**What you need to do:**
From the entries that follow, reproduce exactly and only the lines from the line with "List all street" to the line with "Annotate the image", endpoints included.

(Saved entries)
______

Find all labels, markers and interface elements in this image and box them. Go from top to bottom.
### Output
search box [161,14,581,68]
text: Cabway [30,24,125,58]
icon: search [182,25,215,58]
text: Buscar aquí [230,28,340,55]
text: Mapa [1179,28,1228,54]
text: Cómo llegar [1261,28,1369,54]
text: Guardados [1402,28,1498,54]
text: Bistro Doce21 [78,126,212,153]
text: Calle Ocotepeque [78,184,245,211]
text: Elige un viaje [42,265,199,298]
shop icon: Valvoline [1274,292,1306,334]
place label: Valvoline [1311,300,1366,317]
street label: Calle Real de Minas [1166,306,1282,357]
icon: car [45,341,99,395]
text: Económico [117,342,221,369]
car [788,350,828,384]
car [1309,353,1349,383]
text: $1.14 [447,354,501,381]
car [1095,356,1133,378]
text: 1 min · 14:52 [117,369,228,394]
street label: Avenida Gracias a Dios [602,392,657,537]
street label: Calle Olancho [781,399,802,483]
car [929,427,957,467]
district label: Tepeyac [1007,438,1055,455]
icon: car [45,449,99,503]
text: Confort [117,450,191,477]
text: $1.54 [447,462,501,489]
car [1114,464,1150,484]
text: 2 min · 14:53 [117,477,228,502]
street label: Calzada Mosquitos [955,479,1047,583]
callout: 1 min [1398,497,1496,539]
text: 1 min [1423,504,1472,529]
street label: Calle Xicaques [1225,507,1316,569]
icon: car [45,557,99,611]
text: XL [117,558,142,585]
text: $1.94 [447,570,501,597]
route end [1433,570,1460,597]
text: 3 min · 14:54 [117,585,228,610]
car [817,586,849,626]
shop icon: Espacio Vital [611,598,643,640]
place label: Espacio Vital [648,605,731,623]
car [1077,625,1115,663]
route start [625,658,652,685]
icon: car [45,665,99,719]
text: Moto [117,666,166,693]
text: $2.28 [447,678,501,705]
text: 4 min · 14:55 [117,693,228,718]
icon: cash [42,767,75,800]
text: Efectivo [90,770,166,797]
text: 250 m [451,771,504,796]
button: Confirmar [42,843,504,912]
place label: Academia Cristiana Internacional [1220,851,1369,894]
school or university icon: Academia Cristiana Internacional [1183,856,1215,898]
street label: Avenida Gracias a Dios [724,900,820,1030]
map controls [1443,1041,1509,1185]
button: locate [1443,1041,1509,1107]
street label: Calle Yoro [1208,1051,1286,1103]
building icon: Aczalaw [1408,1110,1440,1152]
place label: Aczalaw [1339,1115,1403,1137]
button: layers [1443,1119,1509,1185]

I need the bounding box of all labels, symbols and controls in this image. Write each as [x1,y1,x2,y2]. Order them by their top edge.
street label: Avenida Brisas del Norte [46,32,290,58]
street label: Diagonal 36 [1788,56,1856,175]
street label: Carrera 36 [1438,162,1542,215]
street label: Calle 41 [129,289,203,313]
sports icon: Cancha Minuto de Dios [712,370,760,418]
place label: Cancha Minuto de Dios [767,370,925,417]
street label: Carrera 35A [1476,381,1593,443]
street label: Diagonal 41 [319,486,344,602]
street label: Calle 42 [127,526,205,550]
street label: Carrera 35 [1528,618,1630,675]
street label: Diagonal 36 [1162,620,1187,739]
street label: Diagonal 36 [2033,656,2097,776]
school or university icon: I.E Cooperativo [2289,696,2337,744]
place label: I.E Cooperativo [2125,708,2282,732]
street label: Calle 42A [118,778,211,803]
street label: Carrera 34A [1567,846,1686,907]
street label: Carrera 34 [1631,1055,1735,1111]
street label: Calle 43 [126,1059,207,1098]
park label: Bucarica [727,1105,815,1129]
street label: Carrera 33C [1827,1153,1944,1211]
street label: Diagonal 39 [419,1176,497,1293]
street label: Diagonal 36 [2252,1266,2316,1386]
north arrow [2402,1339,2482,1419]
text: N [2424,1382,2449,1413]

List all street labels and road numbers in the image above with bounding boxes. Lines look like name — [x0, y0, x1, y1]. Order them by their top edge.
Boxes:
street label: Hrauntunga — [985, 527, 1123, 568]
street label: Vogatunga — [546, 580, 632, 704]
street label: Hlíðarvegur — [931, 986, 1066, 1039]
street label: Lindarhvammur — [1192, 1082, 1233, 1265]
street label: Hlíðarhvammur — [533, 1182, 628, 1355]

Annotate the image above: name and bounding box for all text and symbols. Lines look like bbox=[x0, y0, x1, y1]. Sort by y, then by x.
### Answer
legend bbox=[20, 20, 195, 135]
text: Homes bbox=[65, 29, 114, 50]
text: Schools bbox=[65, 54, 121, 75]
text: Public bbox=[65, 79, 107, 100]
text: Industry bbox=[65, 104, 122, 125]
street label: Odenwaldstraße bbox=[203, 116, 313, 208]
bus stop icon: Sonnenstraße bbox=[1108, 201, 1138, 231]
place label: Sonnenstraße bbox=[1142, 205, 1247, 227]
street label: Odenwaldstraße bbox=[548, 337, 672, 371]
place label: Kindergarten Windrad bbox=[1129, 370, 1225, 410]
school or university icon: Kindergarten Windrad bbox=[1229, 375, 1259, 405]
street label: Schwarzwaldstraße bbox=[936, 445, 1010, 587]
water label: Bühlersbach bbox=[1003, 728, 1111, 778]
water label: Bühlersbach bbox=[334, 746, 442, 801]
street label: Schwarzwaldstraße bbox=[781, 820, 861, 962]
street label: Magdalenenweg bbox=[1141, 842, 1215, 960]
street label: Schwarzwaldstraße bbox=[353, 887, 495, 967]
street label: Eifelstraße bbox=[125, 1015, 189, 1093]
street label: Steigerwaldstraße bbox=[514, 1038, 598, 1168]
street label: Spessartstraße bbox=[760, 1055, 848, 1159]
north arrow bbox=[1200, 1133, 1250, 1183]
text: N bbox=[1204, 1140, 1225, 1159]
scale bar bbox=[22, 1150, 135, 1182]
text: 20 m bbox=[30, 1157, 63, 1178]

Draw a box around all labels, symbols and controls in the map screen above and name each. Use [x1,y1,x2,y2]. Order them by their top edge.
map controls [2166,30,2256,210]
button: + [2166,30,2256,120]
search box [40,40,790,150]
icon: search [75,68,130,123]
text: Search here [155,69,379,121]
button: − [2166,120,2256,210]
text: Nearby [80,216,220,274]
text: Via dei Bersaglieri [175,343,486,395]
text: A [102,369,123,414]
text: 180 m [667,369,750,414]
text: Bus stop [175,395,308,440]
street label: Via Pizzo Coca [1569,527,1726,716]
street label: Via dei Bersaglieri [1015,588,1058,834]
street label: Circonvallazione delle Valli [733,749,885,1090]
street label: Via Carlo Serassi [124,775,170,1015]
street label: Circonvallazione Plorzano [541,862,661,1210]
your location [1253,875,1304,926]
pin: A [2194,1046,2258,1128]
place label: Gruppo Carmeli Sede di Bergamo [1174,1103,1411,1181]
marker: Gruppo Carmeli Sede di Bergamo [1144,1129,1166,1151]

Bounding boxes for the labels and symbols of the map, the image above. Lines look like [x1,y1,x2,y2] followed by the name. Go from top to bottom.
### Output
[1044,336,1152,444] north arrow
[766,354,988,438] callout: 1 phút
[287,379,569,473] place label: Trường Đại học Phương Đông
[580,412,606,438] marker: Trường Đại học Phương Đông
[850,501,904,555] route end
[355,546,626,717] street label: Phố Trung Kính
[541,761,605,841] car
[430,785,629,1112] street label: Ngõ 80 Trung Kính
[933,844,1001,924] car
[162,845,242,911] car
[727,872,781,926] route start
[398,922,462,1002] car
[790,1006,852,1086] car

______

**Problem solution:**
List all street labels and road numbers in the image above with bounding boxes. Lines look like name — [x0, y0, x1, y1]. Order them by their top edge.
Boxes:
street label: Hrauntunga — [985, 527, 1123, 568]
street label: Vogatunga — [546, 580, 632, 704]
street label: Hlíðarvegur — [931, 986, 1066, 1039]
street label: Lindarhvammur — [1192, 1082, 1233, 1265]
street label: Hlíðarhvammur — [533, 1182, 628, 1355]

Annotate the image above: name and bounding box for all text and symbols. Lines look like bbox=[x0, y0, x1, y1]. Sort by y, then by x.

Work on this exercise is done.